Go through the data below. List every line that holds the word "check".

## AVAILABLE RECORDS
___
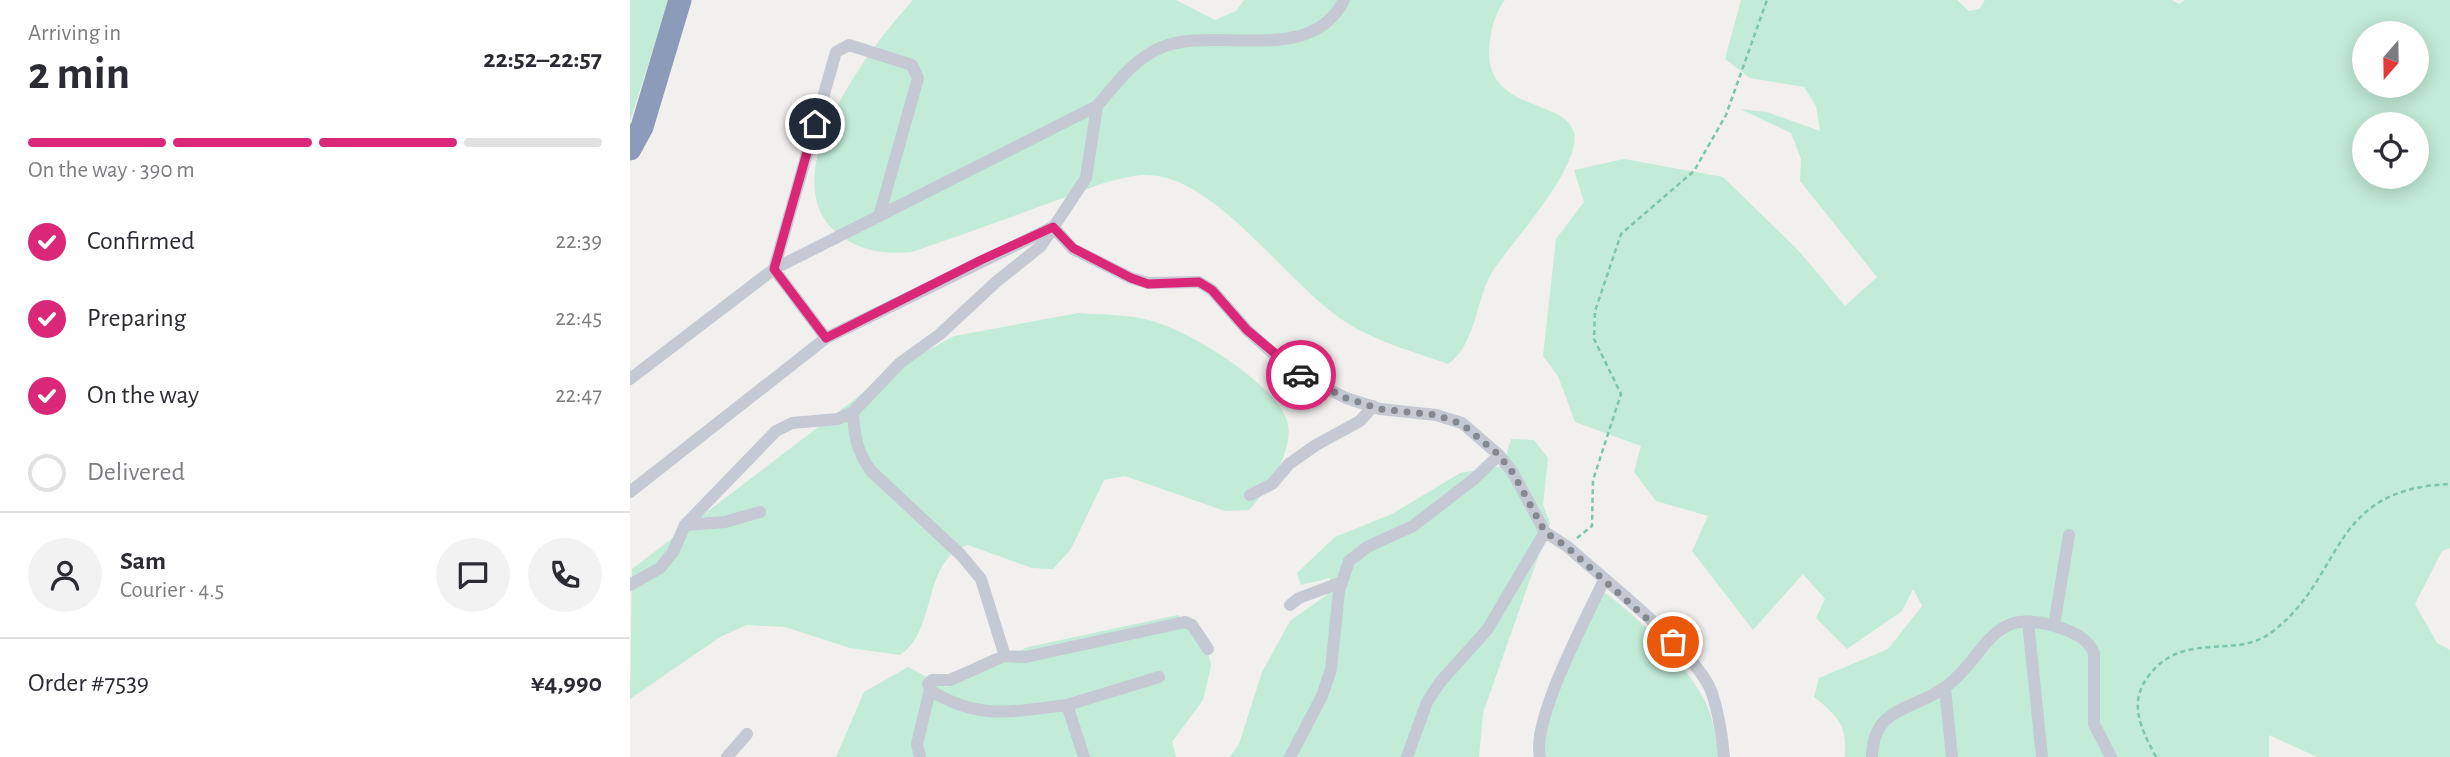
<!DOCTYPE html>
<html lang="en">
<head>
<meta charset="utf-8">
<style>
	body { margin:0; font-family:"Alegreya Sans",sans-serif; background:#f2f2f3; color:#2b2b33; height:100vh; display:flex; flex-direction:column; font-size:26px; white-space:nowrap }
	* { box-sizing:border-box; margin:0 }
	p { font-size:23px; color:#7c7c81 }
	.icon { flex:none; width:38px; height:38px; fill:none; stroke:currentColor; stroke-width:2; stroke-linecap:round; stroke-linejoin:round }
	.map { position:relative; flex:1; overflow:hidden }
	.panel { display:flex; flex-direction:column; background:#fff; width:630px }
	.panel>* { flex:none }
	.needle { width:46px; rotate:200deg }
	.buttons { position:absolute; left:1722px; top:21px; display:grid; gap:14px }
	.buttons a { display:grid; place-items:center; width:77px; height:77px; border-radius:50%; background:#fff; box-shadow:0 4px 18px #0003; font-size:35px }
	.pin { position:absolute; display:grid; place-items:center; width:60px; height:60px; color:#fff; margin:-30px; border:4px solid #fff; border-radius:50%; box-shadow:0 2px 7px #0007 }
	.courier { position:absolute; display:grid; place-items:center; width:70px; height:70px; margin:-35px; border:5px solid #db2777; border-radius:50%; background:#fff; color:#222; box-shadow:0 2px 9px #0007 }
	.overview em { font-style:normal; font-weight:700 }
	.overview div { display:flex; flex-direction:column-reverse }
	.overview { display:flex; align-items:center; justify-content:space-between; height:119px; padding:0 28px }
	h1 { font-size:46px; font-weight:700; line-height:52px }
	.bar { display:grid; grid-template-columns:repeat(4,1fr); gap:10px 7px; align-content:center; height:84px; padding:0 28px }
	.bar i { height:9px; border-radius:5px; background:#e1e1e2 }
	.bar .on { background:#db2777 }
	.bar p { grid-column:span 4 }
	.line { display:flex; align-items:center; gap:18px; padding:0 28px; border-top:2px solid #e1e1e2 }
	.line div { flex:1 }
	.round { display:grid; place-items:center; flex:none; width:74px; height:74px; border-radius:37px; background:#f2f2f3 }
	ol { padding:0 28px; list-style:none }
	li { display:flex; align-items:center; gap:21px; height:77px }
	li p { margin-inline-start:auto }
	li .icon { padding:7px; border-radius:50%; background:#db2777; color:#fff; stroke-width:4 }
	li:last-child { color:#7c7c81 }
	li i { width:38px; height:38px; border:4px solid #e1e1e2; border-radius:50% }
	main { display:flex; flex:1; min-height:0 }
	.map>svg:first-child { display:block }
	.green { fill:#c2ebd8; fill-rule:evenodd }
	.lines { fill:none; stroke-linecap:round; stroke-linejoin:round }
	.path { stroke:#7dc5ac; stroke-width:2.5; stroke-dasharray:5 3.5; stroke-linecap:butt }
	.street { stroke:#c4c9d3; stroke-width:12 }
	.highway { stroke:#8c9bb9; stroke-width:23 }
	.done { stroke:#84888f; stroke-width:7; stroke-dasharray:0 12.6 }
	.route { stroke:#db2777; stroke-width:9 }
</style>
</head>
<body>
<main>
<section class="panel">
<div class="overview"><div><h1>2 min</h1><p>Arriving in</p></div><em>22:52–22:57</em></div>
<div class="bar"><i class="on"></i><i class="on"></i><i class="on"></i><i></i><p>On the way · 390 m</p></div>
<ol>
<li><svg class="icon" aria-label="check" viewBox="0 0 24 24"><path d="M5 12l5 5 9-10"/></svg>Confirmed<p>22:39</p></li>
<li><svg class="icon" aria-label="check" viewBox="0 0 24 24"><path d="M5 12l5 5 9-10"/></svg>Preparing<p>22:45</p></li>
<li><svg class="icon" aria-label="check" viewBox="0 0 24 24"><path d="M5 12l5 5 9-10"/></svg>On the way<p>22:47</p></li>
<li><i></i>Delivered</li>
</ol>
<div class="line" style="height:126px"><a class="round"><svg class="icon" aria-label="person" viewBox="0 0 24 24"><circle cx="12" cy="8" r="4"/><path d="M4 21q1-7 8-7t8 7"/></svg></a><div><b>Sam</b><p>Courier · 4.5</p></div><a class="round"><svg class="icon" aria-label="chat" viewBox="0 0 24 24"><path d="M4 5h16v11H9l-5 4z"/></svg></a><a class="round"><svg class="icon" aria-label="phone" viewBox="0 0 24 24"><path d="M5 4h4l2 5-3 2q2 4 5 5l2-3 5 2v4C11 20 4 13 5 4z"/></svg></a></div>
<div class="line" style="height:91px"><div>Order #7539</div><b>¥4,990</b></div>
</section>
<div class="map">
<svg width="1820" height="757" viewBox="0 0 1820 757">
	<rect width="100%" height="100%" fill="#f1f0ef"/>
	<path class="green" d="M0,0H39L0,121Z
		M283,0H546L585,20L606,11L614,0H875C866,11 862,26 860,40C849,114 936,97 944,133C951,167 884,240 864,269C845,298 847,344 818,364C782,351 743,341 711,319C655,281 582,172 514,175C482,177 451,192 422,202C376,219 329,236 282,252C253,254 231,252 207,233C139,177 242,45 283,0Z
		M1111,0H1327L1339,11L1349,9L1355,0H1542L1549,4L1555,0H1820V548L1812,551L1785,604L1807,643L1820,650V757H1687L1639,735V757H1215C1217,725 1209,717 1184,697L1189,678L1258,649L1292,606L1283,589L1272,611L1217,649L1186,618L1195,599L1173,574L1123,630L1062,551L1078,516L1026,501L1004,472L1011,446L945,422L928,376L913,356L926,239L954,202L944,170L994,159L1093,177L1168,250L1215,306L1247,277L1170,181L1171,159L1161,133L1110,109L1137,112L1190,131L1186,106L1174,87L1120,78L1095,59ZM1734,33H1787V86H1734ZM1734,124H1787V177H1734Z
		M448,313C472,315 499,314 522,321C558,330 652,387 658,425C663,452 637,491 619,510L595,511L495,476L474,480L441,549L423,569L402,568L338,545C291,560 308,631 270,655L220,648L155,627L117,625L90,637L0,699L2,569L267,367L324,336Z
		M881,439L904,440L918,458L913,505L920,523L853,713L849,757H600L609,744L632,672L660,621L698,594L700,578L671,585L667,573L705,537L762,514L830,473L873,466Z
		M967,588C1000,607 1066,673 1079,710C1084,724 1086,742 1089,757H905L904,733Z
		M548,615L575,637L581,666L573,700L542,742L546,757H206L234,692L278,667L316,687L398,647Z"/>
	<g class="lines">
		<path class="path" d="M947,538L962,526L963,480L991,394L964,339L965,311L991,234L1064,171L1096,115L1137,0
			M1526,757C1511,729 1497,702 1520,674C1555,630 1606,660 1642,632C1716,576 1697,489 1820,484"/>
		<path class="street" d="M423,227L443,249L501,278L518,283L569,282L582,290L617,330L646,356L676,378L716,398L750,409L806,415L832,423L869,455L883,473L915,532L938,547C974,580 1067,651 1082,693C1089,714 1092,735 1094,757
			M196,338L144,269L206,52L219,45L282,65L288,78L250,213
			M0,379L144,269L467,106C485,85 504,59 530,48C583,24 681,68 714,0
			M223,412C224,435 227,452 241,471L331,555L351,579L373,650L374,656L320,680H302L298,684L300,690
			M0,492L196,338L423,227
			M620,495L642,484L659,464L686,445L730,421L743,406
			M55,525L95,522L130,512
			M0,585L30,568L43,552L55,525L146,431L162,423L208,419L223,412L270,363L310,334L366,282L411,246L456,178L467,106
			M660,605L669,598L712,582
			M1398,622L1412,757
			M1424,626L1439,535
			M374,656L396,657L555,622L562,625L578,649
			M1315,688L1322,757
			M437,705L529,677
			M97,757L117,734
			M290,757L287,744L300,690C348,721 384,711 437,705L454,757
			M660,757L692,696L701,669L709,591L719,561L737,547L783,526L844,479L869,455
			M777,757L797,702L811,681L857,630L915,532
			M910,757C901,720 957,617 974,580
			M1242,757C1243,704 1286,711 1318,685C1360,651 1361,604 1431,628C1445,633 1458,639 1464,653V724L1481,757"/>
		<path class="highway" d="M0,149L12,127L50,0"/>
	</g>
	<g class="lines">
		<path class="done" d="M671,375L716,398L750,409L806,415L832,424L869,455L883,473L915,532L937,547L1043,642"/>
		<path class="route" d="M185,124L144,269L196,338L351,260L423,227L443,248L501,278L518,284L569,282L582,290L617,330L671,375"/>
	</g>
</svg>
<div class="buttons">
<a><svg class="needle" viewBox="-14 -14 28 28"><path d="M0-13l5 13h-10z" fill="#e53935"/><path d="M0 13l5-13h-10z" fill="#7c7c81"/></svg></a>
<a><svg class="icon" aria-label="locate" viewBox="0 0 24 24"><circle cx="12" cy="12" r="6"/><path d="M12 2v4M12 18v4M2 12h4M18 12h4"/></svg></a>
</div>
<div class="pin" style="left:1043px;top:642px;background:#ea580c"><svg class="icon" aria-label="bag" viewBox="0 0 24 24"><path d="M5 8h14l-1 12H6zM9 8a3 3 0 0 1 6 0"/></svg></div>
<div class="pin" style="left:185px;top:124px;background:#1f2937"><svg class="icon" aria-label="home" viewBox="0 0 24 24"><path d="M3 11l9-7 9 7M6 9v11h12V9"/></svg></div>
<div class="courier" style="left:671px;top:375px"><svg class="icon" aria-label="car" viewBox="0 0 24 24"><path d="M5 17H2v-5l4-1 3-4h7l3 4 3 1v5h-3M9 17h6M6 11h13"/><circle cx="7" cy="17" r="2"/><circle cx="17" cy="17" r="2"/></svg></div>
</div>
</main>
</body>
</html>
___
## YOUR SOLUTION
<li><svg class="icon" aria-label="check" viewBox="0 0 24 24"><path d="M5 12l5 5 9-10"/></svg>Confirmed<p>22:39</p></li>
<li><svg class="icon" aria-label="check" viewBox="0 0 24 24"><path d="M5 12l5 5 9-10"/></svg>Preparing<p>22:45</p></li>
<li><svg class="icon" aria-label="check" viewBox="0 0 24 24"><path d="M5 12l5 5 9-10"/></svg>On the way<p>22:47</p></li>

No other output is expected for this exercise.